At the same, negotiators in New York are hard at work to conclude an agreement for the management and protection of the high seas, an area of ocean that covers nearly half the planet. With the successful conclusion of this agreement, we will create – for the first time – an effective, collaborative, and cross-sectoral approach to establishing marine protected areas on the high seas. We hope for a successful agreement very soon.
Both of these events will shape the conservation and recovery of the ocean’s vast biodiversity for many years to come. Perhaps it is fitting they coincide with the 50th anniversary of CITES, the Convention on International Trade in Endangered Species of Wild Fauna and Flora.
Today, CITES protects almost 40,000 species against over-exploitation because of international trade. And I can assure you in addition to the traditional foreign policy issues we grapple with here at State, your U.S. diplomats continue to work to protect elephants, rhinos, sharks, and all the other threatened species of plants and animals that need protection.

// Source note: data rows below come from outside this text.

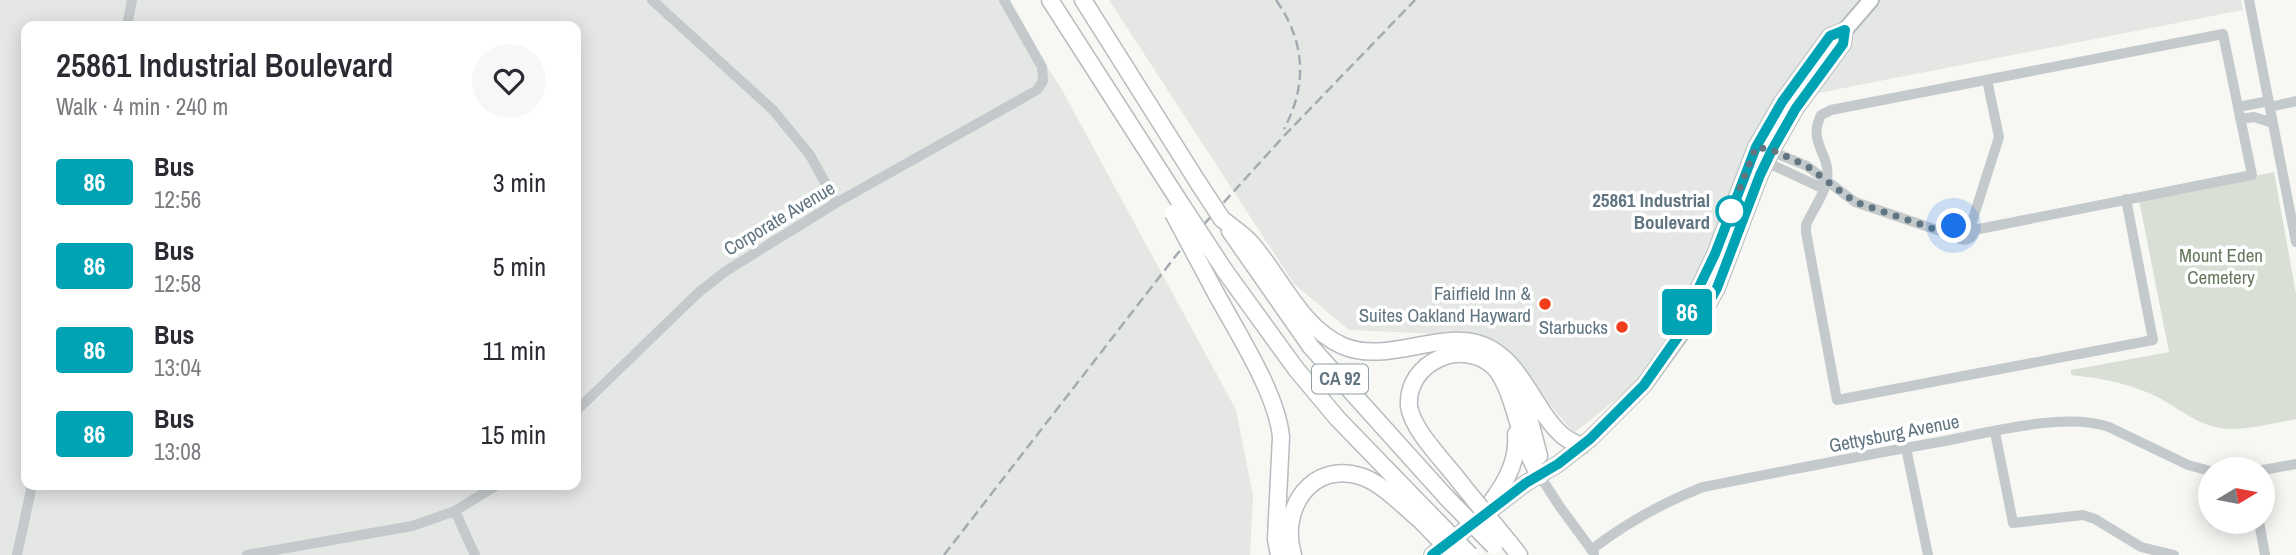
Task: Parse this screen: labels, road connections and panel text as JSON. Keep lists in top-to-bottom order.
{
  "streets": {
    "highway": ["CA 92"],
    "street": ["Corporate Avenue", "Gettysburg Avenue"]
  },
  "parks": ["Mount Eden Cemetery"],
  "places": ["25861 Industrial Boulevard", "Fairfield Inn & Suites Oakland Hayward", "Starbucks"],
  "lines": ["bus line 86"],
  "north": "right",
  "page": {
    "on_map": "86",
    "heading": ["25861 Industrial Boulevard", "Walk · 4 min · 240 m"],
    "list": [
      {
        "mark": "86",
        "name": "Bus",
        "note": "12:56",
        "value": "3 min"
      },
      {
        "mark": "86",
        "name": "Bus",
        "note": "12:58",
        "value": "5 min"
      },
      {
        "mark": "86",
        "name": "Bus",
        "note": "13:04",
        "value": "11 min"
      },
      {
        "mark": "86",
        "name": "Bus",
        "note": "13:08",
        "value": "15 min"
      }
    ]
  }
}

So how does CITES help? After all, it’s not a magic wand or a silver bullet. It is legally binding commitments – built on sound scientific analyses and a lot of hard work. We all know about the work to protect elephants, rhinos, sharks, and tigers over the past few years. CITES has helped us do just that. Although they remain under threat, there would be far fewer of these iconic species had CITES not existed.

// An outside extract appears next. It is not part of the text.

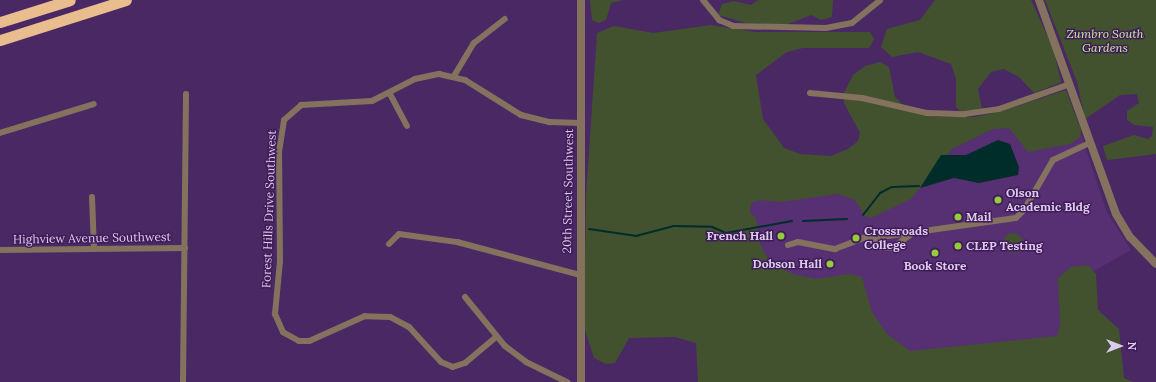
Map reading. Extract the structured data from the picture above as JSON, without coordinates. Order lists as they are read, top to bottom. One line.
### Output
{"streets":{"street":["20th Street Southwest","Forest Hills Drive Southwest","Highview Avenue Southwest"]},"parks":["Zumbro South Gardens"],"places":["Olson Academic Bldg","Mail","French Hall","Crossroads College","CLEP Testing","Book Store","Dobson Hall"],"north":"right"}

Sadly, there are even more threats to biodiversity and to specific species today than when CITES entered into force. But CITES Parties have responded. So many other species are under threat – sharks, frogs, rare trees, corals – this treaty is more important than ever. And it is one the United States takes very seriously.
Let me share a few of the recent successes and ongoing work of the State Department and our partners to combat wildlife trafficking and protect our world’s wild fauna and flora. It is a whole of government effort. Our U.S. Wildlife Trafficking Task Force implements the U.S. National Strategy for Combating Wildlife Trafficking and leverages the expertise and programs of 17 federal agencies. The Task Force targets the most pressing wildlife concerns, such as financial crimes associated with wildlife trafficking, by building capacity and expertise for financial investigations.
We work closely with international partners. For example, we are working with the Government of Norway and the World Resources Institute to create a new Nature Crime Alliance. It aims to catalyze political will, foster financial commitments, and build operational capacity to fight nature crimes.
And finally, we continue to add partners to the Illegal, Unreported, and Unregulated Fishing Action Alliance. Through that Alliance, we are bringing greater transparency to what fishing vessels are doing on the water and to seafood supply chains.
As we reflect on the last 50 years, we can be proud of the U.S. commitment to CITES and what we have accomplished by working together. CITES and our shared commitments and efforts have made a difference.
Looking ahead to the next 50 years, this work will be even more important as we strive to protect biodiversity and the increasing number of endangered species. The threats are real. But so is our determination.